Source code for qiskit_algorithms.time_evolvers.variational.var_qrte

# This code is part of a Qiskit project.
#
# (C) Copyright IBM 2023.
#
# This code is licensed under the Apache License, Version 2.0. You may
# obtain a copy of this license in the LICENSE.txt file in the root directory
# of this source tree or at http://www.apache.org/licenses/LICENSE-2.0.
#
# Any modifications or derivative works of this code must retain this
# copyright notice, and modified files need to carry a notice indicating
# that they have been altered from the originals.

"""Variational Quantum Real Time Evolution algorithm."""
from __future__ import annotations

from collections.abc import Mapping, Sequence
from typing import Type, Callable

import numpy as np
from scipy.integrate import OdeSolver

from qiskit import QuantumCircuit
from qiskit.circuit import Parameter
from qiskit.primitives import BaseEstimator

from .solvers.ode.forward_euler_solver import ForwardEulerSolver

from .variational_principles import RealVariationalPrinciple, RealMcLachlanPrinciple
from .var_qte import VarQTE

from ..real_time_evolver import RealTimeEvolver


class VarQRTE(VarQTE, RealTimeEvolver):
    """Variational Quantum Real Time Evolution algorithm.

    .. code-block::python

        import numpy as np

        from qiskit_algorithms import TimeEvolutionProblem, VarQRTE
        from qiskit.circuit.library import EfficientSU2
        from qiskit_algorithms.time_evolvers.variational import RealMcLachlanPrinciple
        from qiskit.quantum_info import SparsePauliOp
        from qiskit.quantum_info import SparsePauliOp, Pauli
        from qiskit.primitives import Estimator

        observable = SparsePauliOp.from_list(
            [
                ("II", 0.2252),
                ("ZZ", 0.5716),
                ("IZ", 0.3435),
                ("ZI", -0.4347),
                ("YY", 0.091),
                ("XX", 0.091),
            ]
        )

        ansatz = EfficientSU2(observable.num_qubits, reps=1)
        init_param_values = np.ones(len(ansatz.parameters)) * np.pi/2
        var_principle = RealMcLachlanPrinciple()
        time = 1

        # without evaluating auxiliary operators
        evolution_problem = TimeEvolutionProblem(observable, time)
        var_qrte = VarQRTE(ansatz, init_param_values, var_principle)
        evolution_result = var_qrte.evolve(evolution_problem)

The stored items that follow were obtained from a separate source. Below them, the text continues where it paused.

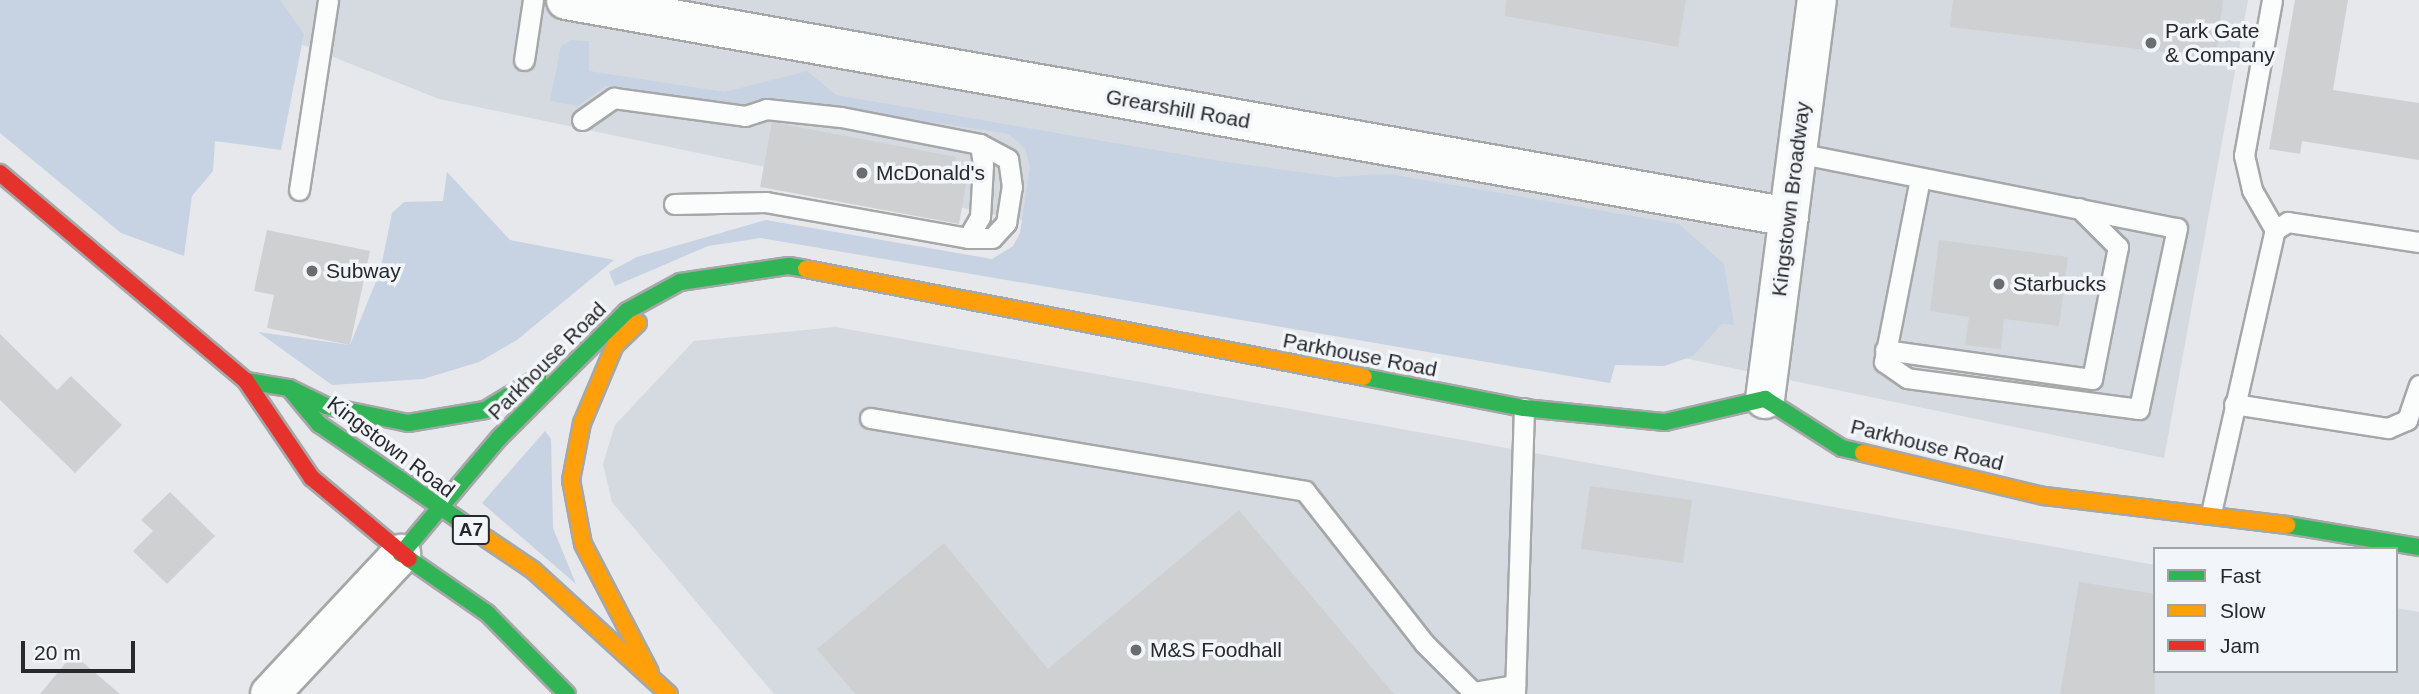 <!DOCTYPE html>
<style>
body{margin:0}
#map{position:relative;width:2419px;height:694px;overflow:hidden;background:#e6e8eb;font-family:Helvetica,sans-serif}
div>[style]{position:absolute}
.built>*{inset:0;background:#d4dae0}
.green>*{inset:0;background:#c7d3e2}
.building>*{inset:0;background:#cfd0d2}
.roads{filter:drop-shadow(2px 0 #a5a7a8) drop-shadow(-2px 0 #a5a7a8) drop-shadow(0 2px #a5a7a8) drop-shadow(0 -2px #a5a7a8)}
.lane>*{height:19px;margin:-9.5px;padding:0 9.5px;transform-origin:9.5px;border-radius:9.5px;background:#fbfcfc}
.street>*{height:38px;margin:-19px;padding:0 19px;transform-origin:19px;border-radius:19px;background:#fbfcfc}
.fast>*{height:16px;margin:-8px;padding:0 8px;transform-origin:8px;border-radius:8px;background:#30b455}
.slow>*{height:16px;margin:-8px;padding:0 8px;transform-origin:8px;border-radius:8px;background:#ff9f0a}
.jam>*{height:16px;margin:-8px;padding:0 8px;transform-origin:8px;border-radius:8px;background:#e5322d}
.dots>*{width:19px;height:19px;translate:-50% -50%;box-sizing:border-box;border:4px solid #f2f6fa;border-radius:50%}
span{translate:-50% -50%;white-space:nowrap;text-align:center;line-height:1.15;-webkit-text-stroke:7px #f2f6fa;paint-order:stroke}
.shield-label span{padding:2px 5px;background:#f2f6fa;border:2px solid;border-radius:5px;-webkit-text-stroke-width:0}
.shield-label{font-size:19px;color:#28292a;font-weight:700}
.poi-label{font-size:21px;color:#28292a}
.left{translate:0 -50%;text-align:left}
.street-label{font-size:21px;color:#28292a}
.legend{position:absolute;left:2153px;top:547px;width:245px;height:126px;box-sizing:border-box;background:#f2f6fa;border:2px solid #a1a4a7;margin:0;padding:9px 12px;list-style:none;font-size:21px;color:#28292a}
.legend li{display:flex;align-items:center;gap:14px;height:35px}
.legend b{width:35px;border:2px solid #a1a4a7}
.scale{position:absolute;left:21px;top:641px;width:114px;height:32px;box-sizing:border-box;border:4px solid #28292a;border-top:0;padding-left:9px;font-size:21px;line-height:24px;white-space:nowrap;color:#28292a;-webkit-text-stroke:5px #f2f6fa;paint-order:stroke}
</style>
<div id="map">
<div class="built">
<div style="clip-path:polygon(190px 0,2248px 0,2164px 458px,439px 99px)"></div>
<div style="clip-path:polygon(836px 327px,2155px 565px,2155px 671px,2396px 671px,2396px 608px,2419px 612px,2419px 694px,774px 694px,612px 502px,603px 464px,615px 425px,694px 341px)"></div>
</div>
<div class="green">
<div style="clip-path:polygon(0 0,280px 0,304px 34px,281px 150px,215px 141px,213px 171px,192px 196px,184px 256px,121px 233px,0 133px)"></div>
<div style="clip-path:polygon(571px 40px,589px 41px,589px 71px,725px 92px,807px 71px,836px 95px,1220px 161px,1336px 177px,1389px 174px,1679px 224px,1724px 264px,1734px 325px,1722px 324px,1693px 356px,1664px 366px,1615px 365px,1610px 383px,761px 238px,708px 246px,615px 286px,609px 272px,637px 257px,766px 220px,992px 259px,1013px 246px,1020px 233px,1030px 167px,1025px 149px,1009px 134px,777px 98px,723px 107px,606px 86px,578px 106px,550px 101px,561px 46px)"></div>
<div style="clip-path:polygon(447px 172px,510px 240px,614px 260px,517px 340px,479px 362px,423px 379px,332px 385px,258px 332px,350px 345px,380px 272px,392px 213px,404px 202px,443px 201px)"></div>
<div style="clip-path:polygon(545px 431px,551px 439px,553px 528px,576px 584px,482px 503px)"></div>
</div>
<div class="building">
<div style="clip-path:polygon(1506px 0,1686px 0,1678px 47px,1505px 16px)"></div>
<div style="clip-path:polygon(1953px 0,2223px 0,2216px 58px,1950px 27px)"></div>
<div style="clip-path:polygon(2295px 0,2348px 0,2333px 90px,2419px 103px,2419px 160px,2302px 141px,2300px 154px,2269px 149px)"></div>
<div style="clip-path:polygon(772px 122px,956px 157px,953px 171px,968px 174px,959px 224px,760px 187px)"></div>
<div style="clip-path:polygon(267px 230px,370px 251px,350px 345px,267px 328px,274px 295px,254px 291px)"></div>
<div style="clip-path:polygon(1939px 240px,2068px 257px,2059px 326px,2004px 319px,2001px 349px,1965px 345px,1969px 317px,1930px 311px)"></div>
<div style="clip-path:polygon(0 334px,57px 390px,71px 376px,122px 425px,75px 473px,0 400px)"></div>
<div style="clip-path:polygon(1590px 486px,1692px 500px,1683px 563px,1581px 549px)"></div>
<div style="clip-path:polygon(170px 492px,215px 536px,167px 584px,133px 551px,153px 531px,141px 520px)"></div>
<div style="clip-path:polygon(1239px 510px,1394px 694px,855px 694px,817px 649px,944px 543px,1048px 669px)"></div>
<div style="clip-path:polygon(2079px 582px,2155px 594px,2155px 694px,2060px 694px)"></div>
<div style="clip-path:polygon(73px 654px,120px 694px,40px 694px)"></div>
</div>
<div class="roads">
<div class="lane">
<div style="left:2272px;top:0;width:158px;rotate:100.2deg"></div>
<div style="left:2244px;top:155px;width:36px;rotate:77deg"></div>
<div style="left:2252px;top:190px;width:46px;rotate:60.1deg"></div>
<div style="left:524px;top:60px;width:61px;rotate:-81.5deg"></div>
<div style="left:582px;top:120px;width:39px;rotate:-35deg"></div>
<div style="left:614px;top:98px;width:132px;rotate:7.8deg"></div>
<div style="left:745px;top:116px;width:22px;rotate:-18deg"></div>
<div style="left:766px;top:109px;width:75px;rotate:6.1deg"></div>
<div style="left:841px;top:117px;width:142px;rotate:11deg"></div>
<div style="left:980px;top:144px;width:21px;rotate:82deg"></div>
<div style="left:983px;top:165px;width:52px;rotate:93.3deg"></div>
<div style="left:980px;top:217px;width:24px;rotate:120deg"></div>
<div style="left:968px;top:238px;width:205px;rotate:-169.9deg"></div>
<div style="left:766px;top:202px;width:92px;rotate:178.8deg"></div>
<div style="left:1797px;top:153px;width:387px;rotate:11.2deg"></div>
<div style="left:2177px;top:228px;width:185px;rotate:101.9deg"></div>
<div style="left:2139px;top:409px;width:234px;rotate:-172.4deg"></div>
<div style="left:1907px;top:378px;width:28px;rotate:-145deg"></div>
<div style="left:1884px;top:362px;width:187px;rotate:-78.9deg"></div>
<div style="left:299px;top:190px;width:192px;rotate:-81.3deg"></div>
<div style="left:968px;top:238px;width:24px"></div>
<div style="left:992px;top:238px;width:21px;rotate:-47deg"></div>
<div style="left:1006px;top:223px;width:36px;rotate:-81deg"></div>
<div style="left:1012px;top:187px;width:28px;rotate:-98deg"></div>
<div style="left:1008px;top:159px;width:32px;rotate:-152deg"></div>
<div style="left:1885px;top:350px;width:209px;rotate:8deg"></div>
<div style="left:2092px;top:379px;width:135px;rotate:-78.9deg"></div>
<div style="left:2118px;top:247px;width:55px;rotate:-135deg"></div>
<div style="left:2234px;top:404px;width:156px;rotate:8.9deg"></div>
<div style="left:2388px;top:428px;width:21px;rotate:-23deg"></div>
<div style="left:2407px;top:420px;width:37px;rotate:-71deg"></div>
<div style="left:870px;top:418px;width:441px;rotate:9.5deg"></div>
<div style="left:1305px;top:491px;width:193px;rotate:51.9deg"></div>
<div style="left:1424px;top:643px;width:69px;rotate:45deg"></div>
<div style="left:1473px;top:692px;width:43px;rotate:-9.5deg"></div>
<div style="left:2211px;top:513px;width:290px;rotate:-77.3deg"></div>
<div style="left:2275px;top:230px;width:15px;rotate:-32deg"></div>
<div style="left:2288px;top:222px;width:133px;rotate:8.7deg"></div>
<div style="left:1515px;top:694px;width:286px;rotate:-88.2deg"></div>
</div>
<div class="street">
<div style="left:566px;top:0;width:1242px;rotate:10.06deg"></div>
<div style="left:1765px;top:399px;width:402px;rotate:-82.6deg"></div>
<div style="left:270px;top:694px;width:192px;rotate:-46.9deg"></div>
</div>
<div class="fast">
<div style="left:1364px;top:377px;width:163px;rotate:11deg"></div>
<div style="left:1524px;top:408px;width:142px;rotate:5.7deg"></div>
<div style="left:1665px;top:422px;width:103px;rotate:-13deg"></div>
<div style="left:1765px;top:399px;width:91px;rotate:32.5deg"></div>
<div style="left:1842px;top:448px;width:22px;rotate:13deg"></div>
<div style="left:246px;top:381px;width:44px;rotate:9.2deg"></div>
<div style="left:289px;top:388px;width:47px;rotate:50.2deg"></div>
<div style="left:319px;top:424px;width:204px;rotate:34.4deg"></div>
<div style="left:289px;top:388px;width:41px;rotate:25.9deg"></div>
<div style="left:326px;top:406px;width:84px;rotate:11.7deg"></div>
<div style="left:408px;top:423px;width:78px;rotate:-9.6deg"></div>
<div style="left:485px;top:410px;width:62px;rotate:-31.1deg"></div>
<div style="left:2287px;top:525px;width:134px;rotate:9.5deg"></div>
<div style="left:401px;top:554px;width:152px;rotate:-49.8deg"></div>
<div style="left:499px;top:438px;width:180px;rotate:-44.8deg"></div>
<div style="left:627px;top:311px;width:60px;rotate:-28.7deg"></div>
<div style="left:680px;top:282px;width:110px;rotate:-8.4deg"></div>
<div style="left:789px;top:266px;width:17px;rotate:10deg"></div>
<div style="left:409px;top:559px;width:95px;rotate:34.7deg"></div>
<div style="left:487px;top:613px;width:114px;rotate:45.4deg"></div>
</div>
<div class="slow">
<div style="left:806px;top:269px;width:568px;rotate:10.95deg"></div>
<div style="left:638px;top:323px;width:32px;rotate:136deg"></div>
<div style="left:615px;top:345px;width:85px;rotate:112.9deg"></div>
<div style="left:582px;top:423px;width:58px;rotate:100.9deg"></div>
<div style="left:571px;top:480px;width:65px;rotate:79.4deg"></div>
<div style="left:583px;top:544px;width:144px;rotate:62.4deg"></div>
<div style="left:1863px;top:453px;width:186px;rotate:13.4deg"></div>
<div style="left:2044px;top:496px;width:245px;rotate:6.8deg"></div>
<div style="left:487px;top:539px;width:55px;rotate:34deg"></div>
<div style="left:533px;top:570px;width:184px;rotate:42.4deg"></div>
</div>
<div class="jam">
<div style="left:0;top:173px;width:322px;rotate:40.2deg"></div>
<div style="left:246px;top:381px;width:117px;rotate:55.8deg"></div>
<div style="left:312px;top:478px;width:126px;rotate:39.9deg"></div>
</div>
</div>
<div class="dots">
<div style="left:2151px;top:43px;background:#6a6c6e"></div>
<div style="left:862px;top:173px;background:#6a6c6e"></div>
<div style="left:312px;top:271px;background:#6a6c6e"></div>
<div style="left:1999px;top:284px;background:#6a6c6e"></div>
<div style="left:1136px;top:650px;background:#6a6c6e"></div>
</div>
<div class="shield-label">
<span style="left:471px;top:530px">A7</span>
</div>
<div class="poi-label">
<span class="left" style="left:2165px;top:43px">Park Gate<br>&amp; Company</span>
<span class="left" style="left:876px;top:173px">McDonald's</span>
<span class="left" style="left:326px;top:271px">Subway</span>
<span class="left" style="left:2013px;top:284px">Starbucks</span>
<span class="left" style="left:1150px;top:650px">M&amp;S Foodhall</span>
</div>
<div class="street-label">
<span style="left:1178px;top:109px;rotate:10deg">Grearshill Road</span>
<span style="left:1791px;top:199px;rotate:-83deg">Kingstown Broadway</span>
<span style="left:1360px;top:355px;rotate:11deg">Parkhouse Road</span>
<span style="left:547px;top:361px;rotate:-45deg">Parkhouse Road</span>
<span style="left:1927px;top:445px;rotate:14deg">Parkhouse Road</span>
<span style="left:391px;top:447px;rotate:37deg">Kingstown Road</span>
</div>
<ul class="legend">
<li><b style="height:9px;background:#30b455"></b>Fast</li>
<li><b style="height:9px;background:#ff9f0a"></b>Slow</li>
<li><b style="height:9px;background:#e5322d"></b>Jam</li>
</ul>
<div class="scale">20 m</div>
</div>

        # evaluating auxiliary operators
        aux_ops = [Pauli("XX"), Pauli("YZ")]
        evolution_problem = TimeEvolutionProblem(observable, time, aux_operators=aux_ops)
        var_qrte = VarQRTE(ansatz, init_param_values, var_principle, Estimator())
        evolution_result = var_qrte.evolve(evolution_problem)
    """

    def __init__(
        self,
        ansatz: QuantumCircuit,
        initial_parameters: Mapping[Parameter, float] | Sequence[float],
        variational_principle: RealVariationalPrinciple | None = None,
        estimator: BaseEstimator | None = None,
        ode_solver: Type[OdeSolver] | str = ForwardEulerSolver,
        lse_solver: Callable[[np.ndarray, np.ndarray], np.ndarray] | None = None,
        num_timesteps: int | None = None,
        imag_part_tol: float = 1e-7,
        num_instability_tol: float = 1e-7,
    ) -> None:
        r"""
        Args:
            ansatz: Ansatz to be used for variational time evolution.
            initial_parameters: Initial parameter values for an ansatz.
            variational_principle: Variational Principle to be used. Defaults to
                ``RealMcLachlanPrinciple``.
            estimator: An estimator primitive used for calculating expectation values of
                TimeEvolutionProblem.aux_operators.
            ode_solver: ODE solver callable that implements a SciPy ``OdeSolver`` interface or a
                string indicating a valid method offered by SciPy.
            lse_solver: Linear system of equations solver callable. It accepts ``A`` and ``b`` to
                solve ``Ax=b`` and returns ``x``. If ``None``, the default ``np.linalg.lstsq``
                solver is used.
            num_timesteps: The number of timesteps to take. If ``None``, it is
                automatically selected to achieve a timestep of approximately 0.01. Only
                relevant in case of the ``ForwardEulerSolver``.
            imag_part_tol: Allowed value of an imaginary part that can be neglected if no
                imaginary part is expected.
            num_instability_tol: The amount of negative value that is allowed to be
                rounded up to 0 for quantities that are expected to be
                non-negative.
        """
        if variational_principle is None:
            variational_principle = RealMcLachlanPrinciple()
        super().__init__(
            ansatz,
            initial_parameters,
            variational_principle,
            estimator,
            ode_solver,
            lse_solver=lse_solver,
            num_timesteps=num_timesteps,
            imag_part_tol=imag_part_tol,
            num_instability_tol=num_instability_tol,
        )